[Records provided Boundary: Start]

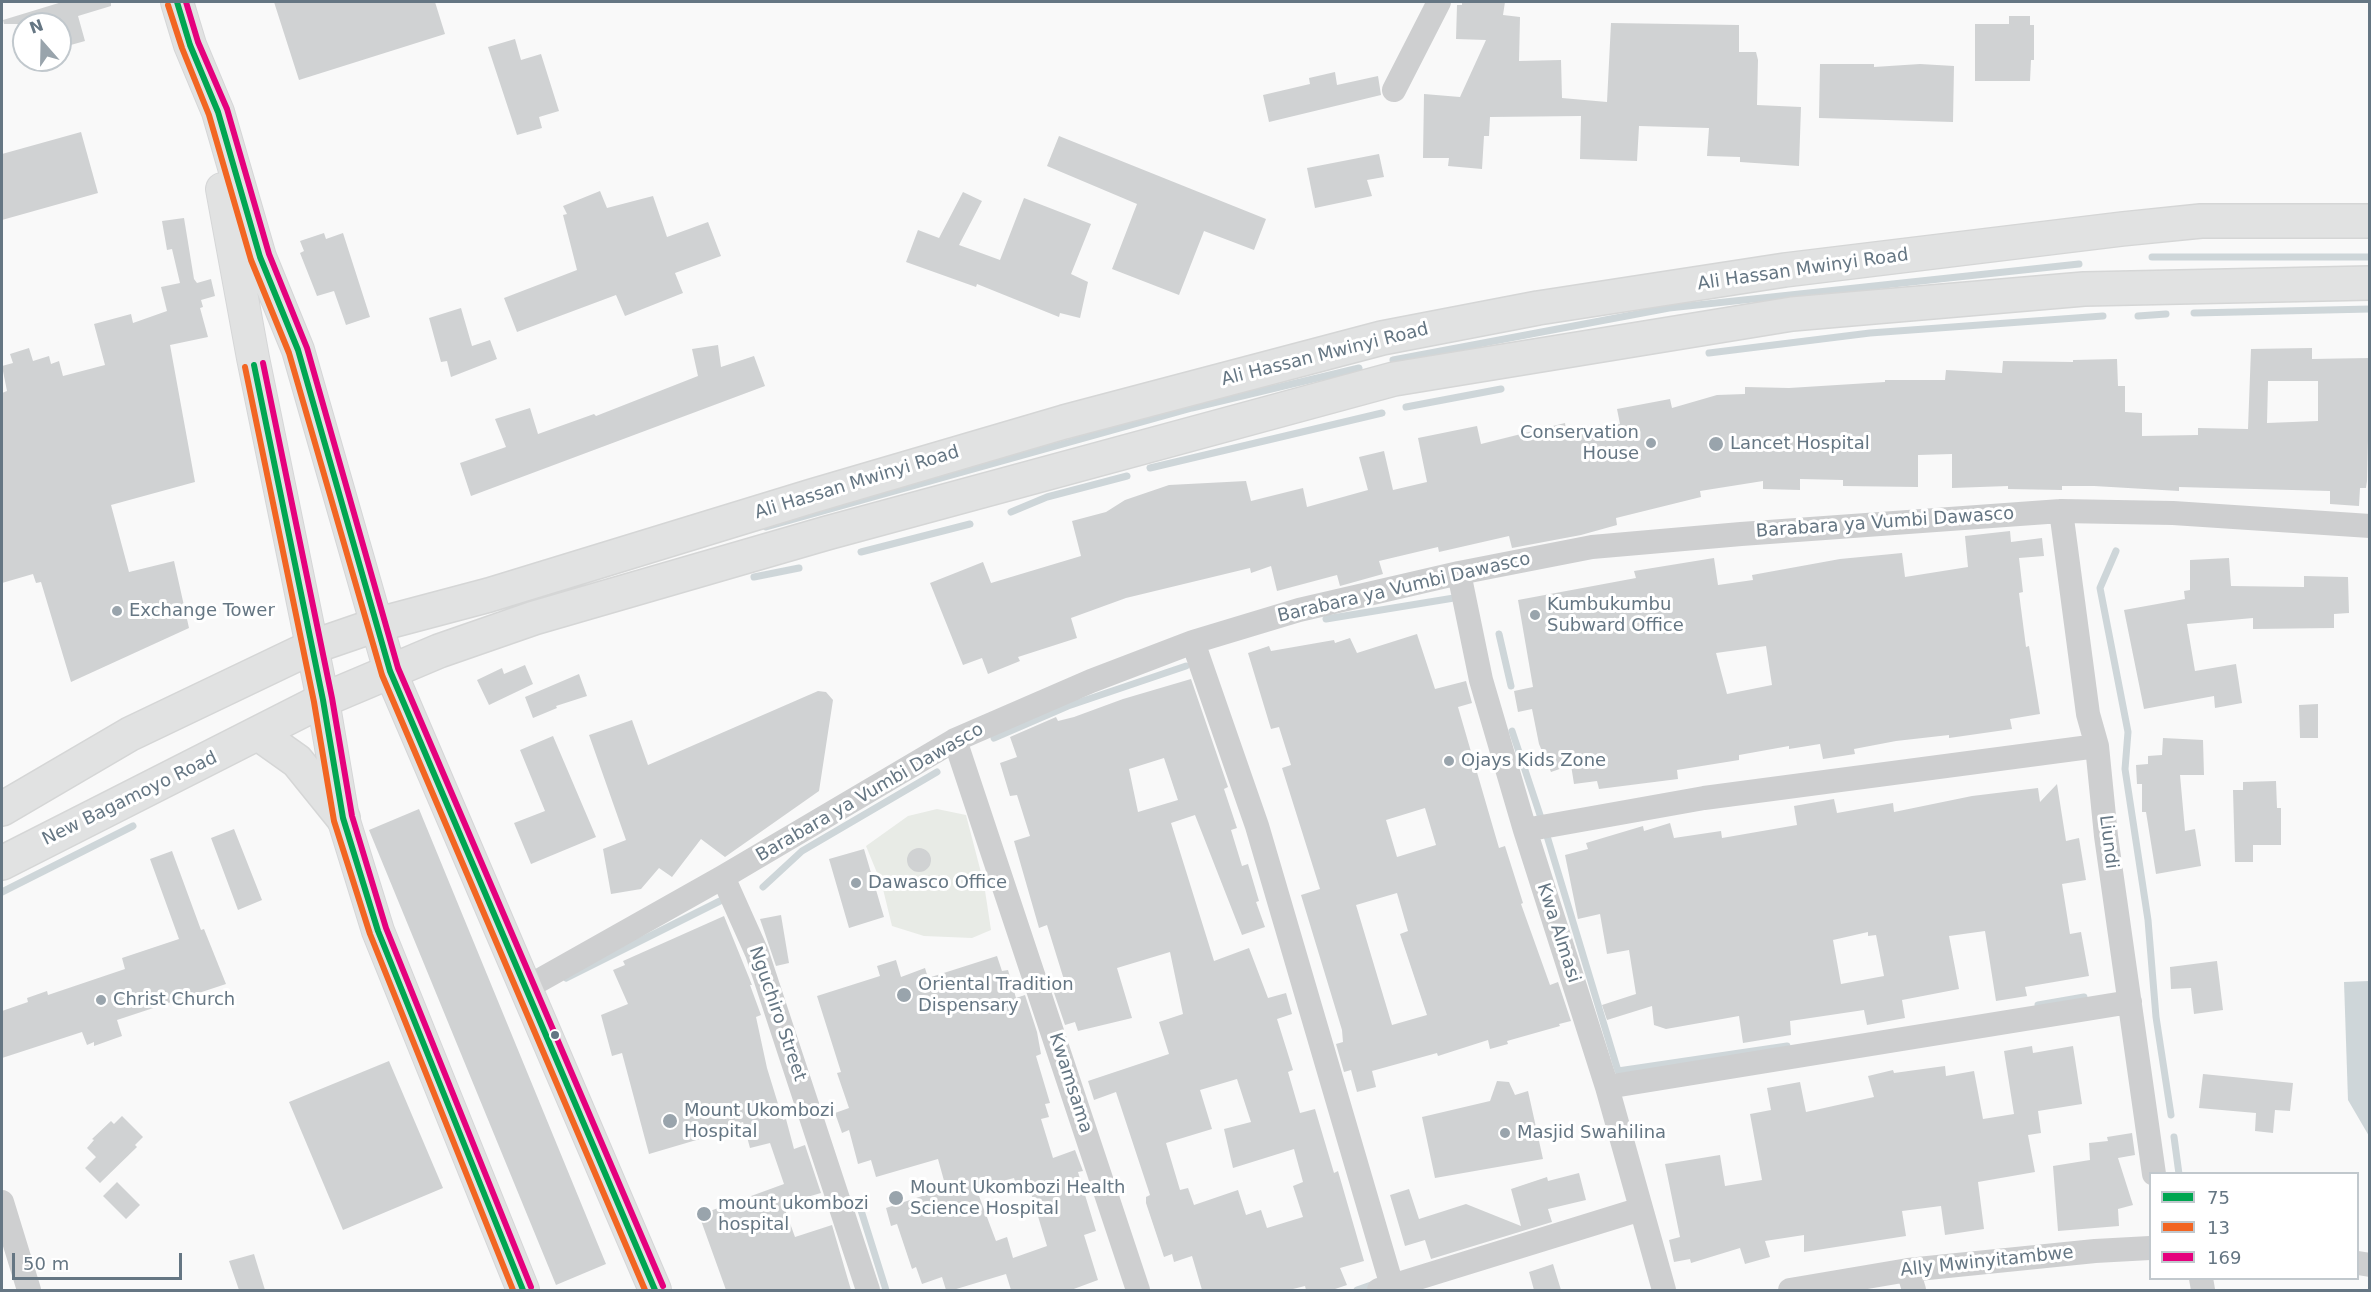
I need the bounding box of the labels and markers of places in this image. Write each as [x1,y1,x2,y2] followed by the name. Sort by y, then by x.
[1520,422,1639,464] place label: Conservation House
[1730,433,1870,455] place label: Lancet Hospital
[1707,435,1725,453] marker: Lancet Hospital
[1644,436,1658,450] marker: Conservation House
[1547,594,1684,636] place label: Kumbukumbu Subward Office
[129,600,275,622] place label: Exchange Tower
[110,604,124,618] marker: Exchange Tower
[1528,608,1542,622] marker: Kumbukumbu Subward Office
[1461,750,1606,772] place label: Ojays Kids Zone
[1442,754,1456,768] marker: Ojays Kids Zone
[868,872,1007,894] place label: Dawasco Office
[849,876,863,890] marker: Dawasco Office
[918,974,1074,1016] place label: Oriental Tradition Dispensary
[895,986,913,1004] marker: Oriental Tradition Dispensary
[113,989,235,1011] place label: Christ Church
[94,993,108,1007] marker: Christ Church
[549,1029,561,1041] unlabelled marker
[684,1100,835,1142] place label: Mount Ukombozi Hospital
[661,1112,679,1130] marker: Mount Ukombozi Hospital
[1517,1122,1666,1144] place label: Masjid Swahilina
[1498,1126,1512,1140] marker: Masjid Swahilina
[910,1177,1125,1220] place label: Mount Ukombozi Health Science Hospital
[887,1189,905,1207] marker: Mount Ukombozi Health Science Hospital
[718,1193,869,1236] place label: mount ukombozi hospital
[695,1205,713,1223] marker: mount ukombozi hospital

[Records provided Boundary: End]

## Task requirements
Only an exact copy of the records counts as an answer. Leave out the images.

## Answer to this task
I need the bounding box of the labels and markers of places in this image. Write each as [x1,y1,x2,y2] followed by the name. Sort by y, then by x.
[1520,422,1639,464] place label: Conservation House
[1730,433,1870,455] place label: Lancet Hospital
[1707,435,1725,453] marker: Lancet Hospital
[1644,436,1658,450] marker: Conservation House
[1547,594,1684,636] place label: Kumbukumbu Subward Office
[129,600,275,622] place label: Exchange Tower
[110,604,124,618] marker: Exchange Tower
[1528,608,1542,622] marker: Kumbukumbu Subward Office
[1461,750,1606,772] place label: Ojays Kids Zone
[1442,754,1456,768] marker: Ojays Kids Zone
[868,872,1007,894] place label: Dawasco Office
[849,876,863,890] marker: Dawasco Office
[918,974,1074,1016] place label: Oriental Tradition Dispensary
[895,986,913,1004] marker: Oriental Tradition Dispensary
[113,989,235,1011] place label: Christ Church
[94,993,108,1007] marker: Christ Church
[549,1029,561,1041] unlabelled marker
[684,1100,835,1142] place label: Mount Ukombozi Hospital
[661,1112,679,1130] marker: Mount Ukombozi Hospital
[1517,1122,1666,1144] place label: Masjid Swahilina
[1498,1126,1512,1140] marker: Masjid Swahilina
[910,1177,1125,1220] place label: Mount Ukombozi Health Science Hospital
[887,1189,905,1207] marker: Mount Ukombozi Health Science Hospital
[718,1193,869,1236] place label: mount ukombozi hospital
[695,1205,713,1223] marker: mount ukombozi hospital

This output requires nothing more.